Point important en pratique, le renseignement peut se faire hors connexion. La saisie stockée dans le cash du navigateur sera envoyée vers le serveur dès la connexion rétablie. La saisie est automatiquement datée à la date du jour et il est impossible d'enregistrer deux saisies du même formulaire à la même date (doublon).
Une fois la saisie validée, les données sont directement enregistrées et sécurisées dans un serveur distant de l'Inra.
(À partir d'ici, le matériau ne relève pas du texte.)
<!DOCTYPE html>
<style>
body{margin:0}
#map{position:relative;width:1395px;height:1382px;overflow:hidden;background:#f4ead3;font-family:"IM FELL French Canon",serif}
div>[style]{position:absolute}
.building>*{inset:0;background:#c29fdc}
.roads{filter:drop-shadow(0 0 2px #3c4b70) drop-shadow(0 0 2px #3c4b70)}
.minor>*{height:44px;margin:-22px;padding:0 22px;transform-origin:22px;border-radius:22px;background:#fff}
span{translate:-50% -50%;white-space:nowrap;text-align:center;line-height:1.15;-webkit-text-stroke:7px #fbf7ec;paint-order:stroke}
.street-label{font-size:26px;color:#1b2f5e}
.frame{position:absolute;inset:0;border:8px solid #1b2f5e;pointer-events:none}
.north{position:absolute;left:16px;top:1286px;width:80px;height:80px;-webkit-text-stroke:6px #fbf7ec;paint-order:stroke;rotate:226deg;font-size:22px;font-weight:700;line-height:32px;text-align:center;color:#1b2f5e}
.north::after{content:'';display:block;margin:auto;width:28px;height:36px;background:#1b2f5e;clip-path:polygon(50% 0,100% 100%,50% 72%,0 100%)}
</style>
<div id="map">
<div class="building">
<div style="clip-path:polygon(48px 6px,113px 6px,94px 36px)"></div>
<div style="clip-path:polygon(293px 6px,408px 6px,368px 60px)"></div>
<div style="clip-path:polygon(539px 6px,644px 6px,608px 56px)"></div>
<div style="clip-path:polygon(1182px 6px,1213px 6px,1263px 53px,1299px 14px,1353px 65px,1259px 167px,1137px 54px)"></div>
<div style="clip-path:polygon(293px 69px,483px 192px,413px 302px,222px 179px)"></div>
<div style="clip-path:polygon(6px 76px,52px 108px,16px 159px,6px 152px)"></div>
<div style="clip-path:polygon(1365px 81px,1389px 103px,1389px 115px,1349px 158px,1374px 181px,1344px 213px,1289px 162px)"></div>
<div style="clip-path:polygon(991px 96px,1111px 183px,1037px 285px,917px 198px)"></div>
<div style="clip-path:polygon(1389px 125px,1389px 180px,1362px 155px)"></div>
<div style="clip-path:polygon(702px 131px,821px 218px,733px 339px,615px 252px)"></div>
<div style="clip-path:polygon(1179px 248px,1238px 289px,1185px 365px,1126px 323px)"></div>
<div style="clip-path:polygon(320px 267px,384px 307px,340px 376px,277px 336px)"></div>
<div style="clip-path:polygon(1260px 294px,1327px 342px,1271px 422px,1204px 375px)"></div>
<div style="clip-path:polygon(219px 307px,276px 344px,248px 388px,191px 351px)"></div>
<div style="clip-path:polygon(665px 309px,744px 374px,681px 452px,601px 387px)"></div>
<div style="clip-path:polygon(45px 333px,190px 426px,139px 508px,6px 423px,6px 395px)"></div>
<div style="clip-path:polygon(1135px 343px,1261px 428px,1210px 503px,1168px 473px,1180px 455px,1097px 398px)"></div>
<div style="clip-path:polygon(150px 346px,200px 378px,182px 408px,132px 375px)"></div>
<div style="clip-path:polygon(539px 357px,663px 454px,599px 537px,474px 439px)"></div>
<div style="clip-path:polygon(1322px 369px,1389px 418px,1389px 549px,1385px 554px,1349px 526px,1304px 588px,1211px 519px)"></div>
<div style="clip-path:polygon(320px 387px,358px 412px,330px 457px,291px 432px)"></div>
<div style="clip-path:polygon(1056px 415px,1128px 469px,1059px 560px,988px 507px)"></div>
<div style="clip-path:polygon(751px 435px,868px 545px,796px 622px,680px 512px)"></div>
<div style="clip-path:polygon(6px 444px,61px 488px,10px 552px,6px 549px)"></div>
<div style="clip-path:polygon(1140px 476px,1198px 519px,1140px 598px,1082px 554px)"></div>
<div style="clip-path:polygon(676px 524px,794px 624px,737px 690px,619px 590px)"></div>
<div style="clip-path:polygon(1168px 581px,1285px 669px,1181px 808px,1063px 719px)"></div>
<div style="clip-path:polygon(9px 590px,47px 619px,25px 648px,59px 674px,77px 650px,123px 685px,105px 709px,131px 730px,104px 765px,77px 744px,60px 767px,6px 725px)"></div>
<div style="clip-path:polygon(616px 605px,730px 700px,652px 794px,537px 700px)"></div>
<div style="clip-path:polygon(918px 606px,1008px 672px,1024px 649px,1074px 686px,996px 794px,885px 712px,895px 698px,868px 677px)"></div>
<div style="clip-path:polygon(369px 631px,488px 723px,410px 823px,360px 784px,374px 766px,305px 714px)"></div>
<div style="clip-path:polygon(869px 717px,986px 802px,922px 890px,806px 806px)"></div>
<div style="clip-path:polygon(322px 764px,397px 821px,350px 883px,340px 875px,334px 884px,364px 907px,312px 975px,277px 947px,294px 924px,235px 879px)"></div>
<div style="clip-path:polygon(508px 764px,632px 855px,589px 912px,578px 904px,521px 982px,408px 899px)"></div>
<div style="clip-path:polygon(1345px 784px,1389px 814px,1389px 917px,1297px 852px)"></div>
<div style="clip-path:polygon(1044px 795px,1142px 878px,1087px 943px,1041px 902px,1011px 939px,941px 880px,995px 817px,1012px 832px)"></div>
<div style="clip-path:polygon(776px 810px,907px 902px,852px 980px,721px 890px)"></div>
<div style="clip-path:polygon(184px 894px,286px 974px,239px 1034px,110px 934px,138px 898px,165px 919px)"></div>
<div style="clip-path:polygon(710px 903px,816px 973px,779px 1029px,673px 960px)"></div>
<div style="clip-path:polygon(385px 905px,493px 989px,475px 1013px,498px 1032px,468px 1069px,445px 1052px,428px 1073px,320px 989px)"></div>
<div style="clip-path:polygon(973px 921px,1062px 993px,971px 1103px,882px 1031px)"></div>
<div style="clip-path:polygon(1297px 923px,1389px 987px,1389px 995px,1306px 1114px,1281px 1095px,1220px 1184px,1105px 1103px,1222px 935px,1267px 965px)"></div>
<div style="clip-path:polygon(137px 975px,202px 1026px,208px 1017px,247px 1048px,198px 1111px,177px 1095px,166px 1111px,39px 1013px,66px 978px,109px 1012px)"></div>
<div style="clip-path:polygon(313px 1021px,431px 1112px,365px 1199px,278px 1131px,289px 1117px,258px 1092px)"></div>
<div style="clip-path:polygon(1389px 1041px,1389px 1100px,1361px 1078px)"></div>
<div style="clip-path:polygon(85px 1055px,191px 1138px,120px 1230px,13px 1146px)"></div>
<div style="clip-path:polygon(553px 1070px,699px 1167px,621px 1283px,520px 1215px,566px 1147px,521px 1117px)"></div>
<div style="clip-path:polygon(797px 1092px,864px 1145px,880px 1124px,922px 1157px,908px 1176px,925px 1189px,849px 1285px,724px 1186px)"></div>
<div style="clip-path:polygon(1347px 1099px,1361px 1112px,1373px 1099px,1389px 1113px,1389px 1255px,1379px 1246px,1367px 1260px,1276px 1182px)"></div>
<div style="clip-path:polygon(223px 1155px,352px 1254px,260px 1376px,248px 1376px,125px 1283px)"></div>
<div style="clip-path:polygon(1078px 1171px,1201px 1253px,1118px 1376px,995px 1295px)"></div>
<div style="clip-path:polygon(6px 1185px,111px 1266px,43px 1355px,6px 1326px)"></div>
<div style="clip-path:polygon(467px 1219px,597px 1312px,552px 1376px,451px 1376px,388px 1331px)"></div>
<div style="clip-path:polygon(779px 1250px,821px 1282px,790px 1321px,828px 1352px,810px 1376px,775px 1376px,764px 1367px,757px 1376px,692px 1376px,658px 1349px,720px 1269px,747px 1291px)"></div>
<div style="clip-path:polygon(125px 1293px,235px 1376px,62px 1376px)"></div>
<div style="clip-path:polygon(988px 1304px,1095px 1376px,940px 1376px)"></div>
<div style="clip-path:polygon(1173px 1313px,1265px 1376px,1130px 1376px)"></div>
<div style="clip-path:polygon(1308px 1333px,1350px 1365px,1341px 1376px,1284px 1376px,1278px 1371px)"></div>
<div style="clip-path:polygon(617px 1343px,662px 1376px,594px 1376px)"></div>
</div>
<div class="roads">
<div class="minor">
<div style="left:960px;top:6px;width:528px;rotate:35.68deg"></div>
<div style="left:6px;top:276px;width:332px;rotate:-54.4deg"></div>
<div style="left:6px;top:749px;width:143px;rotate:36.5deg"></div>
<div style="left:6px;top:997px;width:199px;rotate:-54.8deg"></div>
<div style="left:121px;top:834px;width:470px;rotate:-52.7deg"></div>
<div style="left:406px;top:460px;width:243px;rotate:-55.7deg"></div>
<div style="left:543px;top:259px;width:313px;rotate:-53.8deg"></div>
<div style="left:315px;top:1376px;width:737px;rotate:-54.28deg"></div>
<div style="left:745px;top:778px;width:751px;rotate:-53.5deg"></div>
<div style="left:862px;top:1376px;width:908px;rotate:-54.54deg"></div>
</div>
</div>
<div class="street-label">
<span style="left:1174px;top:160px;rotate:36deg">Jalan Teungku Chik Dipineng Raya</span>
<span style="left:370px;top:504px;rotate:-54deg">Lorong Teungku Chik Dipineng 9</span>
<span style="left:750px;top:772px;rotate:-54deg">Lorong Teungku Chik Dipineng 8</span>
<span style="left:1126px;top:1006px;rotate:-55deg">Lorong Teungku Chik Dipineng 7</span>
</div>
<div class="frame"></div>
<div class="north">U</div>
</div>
Elles sont ainsi consultables sur la plateforme S@M uniquement par leur propriétaire, analysables directement par les outils de la plateforme mais également exportable au format .xls pour d'autres usages.
Les perspectives
Optimisation
Le mode de création participatif entre les partenaires de l'UMT FioriMed sera poursuivi afin d'améliorer encore le compromis de rapidité et de précision de la méthode d'observation rapide.
Ces optimisations pourront se faire sur le plan d'observation par la diminution de la densité d'unité d'observation ou la redéfinition de celles-ci. Les pools de variables observées pourraient évoluer avec la mise en service de modèles de prédiction épidémiologique s'appuyant sur de nouvelles variables. Les classes d'abondances pourront être ajustées si besoin.
Toutes ces optimisations seront permises dans ce processus continu de co-conception au bénéfice des utilisateurs.
Diversification
De nouveaux projets visent l'adaptation de cette méthode d'observation rapide à d'autres cultures horticoles mais également à d'autres filières, telles que les cultures de tomate sous serre (SmartIPM-ERAN et C-IPM, voir aussi l'article p. 35 « Utilisation de S@M dans d'autres filières »), ou d'autres cultures légumières et vergers d'olivier (IS@M-Interreg Marittimo). Ces projets permettront le déploiement de cette méthode chez les professionnels exploitants et conseillers via l'expérimentation en situation commerciale.
Fig. 1 : Choix des unités d'observation réparties sur une parcelle selon un maillage standard
La densité d'unités d'observation est fonction de la précision spatiale ciblée pour le suivi épidémiologique.
A : Représentation schématique d'une serre horticole avec l'emplacement des unités d'observation de la parcelle.
B : Le plan de ces unités constitue le plan d'observation. Il est conseillé de relever les observations selon un parcours ordonné dans la parcelle, donc de numéroter chaque unité.